Warning: Mild violence

Series summary: The TARDIS doesn't always take the Doctor where he wants to go, but it always takes him where he needs to go; Time Lords hold a secret behind their backs, and they have a duty to follow.

Disclaimer: Don't own Doctor Who (or Pokémon, referenced in this chapter)


Chapter 1 – A Time Lord's Reflection

They had been running through the hall of mirrors for fifteen minutes now, and it was beginning to give her a headache. All she would see for what felt like an eternity was her own reflection, from all angles; occasionally, she would see the corner of the Doctor's jacket, or the wing of the Waybuh – but it was only ever a reflection of the true thing, and never the thing itself.

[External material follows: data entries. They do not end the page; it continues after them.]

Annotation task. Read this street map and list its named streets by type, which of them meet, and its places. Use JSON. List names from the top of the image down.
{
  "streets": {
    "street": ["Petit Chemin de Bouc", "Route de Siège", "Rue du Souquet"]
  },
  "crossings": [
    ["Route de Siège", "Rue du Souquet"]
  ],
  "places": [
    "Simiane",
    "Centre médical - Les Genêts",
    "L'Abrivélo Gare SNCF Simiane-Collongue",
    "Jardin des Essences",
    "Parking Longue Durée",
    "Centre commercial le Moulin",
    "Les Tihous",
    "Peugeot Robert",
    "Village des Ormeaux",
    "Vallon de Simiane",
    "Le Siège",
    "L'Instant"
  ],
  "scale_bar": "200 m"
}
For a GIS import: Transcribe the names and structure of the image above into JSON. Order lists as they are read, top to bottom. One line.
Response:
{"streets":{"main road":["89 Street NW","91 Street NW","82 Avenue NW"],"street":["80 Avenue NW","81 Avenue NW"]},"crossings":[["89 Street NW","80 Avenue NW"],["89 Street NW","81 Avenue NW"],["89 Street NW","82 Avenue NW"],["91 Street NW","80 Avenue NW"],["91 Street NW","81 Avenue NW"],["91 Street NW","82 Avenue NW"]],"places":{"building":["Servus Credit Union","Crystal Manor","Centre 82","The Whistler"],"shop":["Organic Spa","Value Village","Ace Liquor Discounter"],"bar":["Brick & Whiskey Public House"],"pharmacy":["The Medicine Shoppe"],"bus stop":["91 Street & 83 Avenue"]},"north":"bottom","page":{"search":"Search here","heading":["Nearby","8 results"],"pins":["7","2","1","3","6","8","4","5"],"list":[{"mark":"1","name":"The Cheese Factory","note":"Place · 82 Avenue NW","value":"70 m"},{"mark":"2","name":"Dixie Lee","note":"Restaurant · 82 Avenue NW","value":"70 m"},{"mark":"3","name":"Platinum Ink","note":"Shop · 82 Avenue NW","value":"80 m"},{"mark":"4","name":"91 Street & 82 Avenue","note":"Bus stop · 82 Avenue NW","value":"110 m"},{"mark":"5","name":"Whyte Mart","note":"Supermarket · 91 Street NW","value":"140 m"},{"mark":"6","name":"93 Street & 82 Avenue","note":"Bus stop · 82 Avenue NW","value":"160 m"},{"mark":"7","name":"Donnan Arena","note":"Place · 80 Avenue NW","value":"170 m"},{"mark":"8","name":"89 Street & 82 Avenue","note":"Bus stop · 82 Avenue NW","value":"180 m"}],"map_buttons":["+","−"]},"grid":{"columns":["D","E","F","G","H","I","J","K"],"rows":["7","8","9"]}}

It had been a few weeks since they had blown up 10 Downing Street, and, after visiting several planets and having more than a few adventures – some that she would be telling her mother about, and some that she definitely wouldn't – Rose had asked the Doctor if she could visit home for a few hours again. He had obliged, but only on the condition that he was going to stay inside the TARDIS for the duration of her visit, and if Jackie Tyler even thought about trying to get inside the blue box to yell at him again, he was off to the moon without a moment's notice until she calmed down.

The Doctor had landed the TARDIS on the Powell Estate exactly one week – and forty five minutes – after 10 Downing Street had been destroyed, and Rose had burst through the door, shutting it behind her as she went…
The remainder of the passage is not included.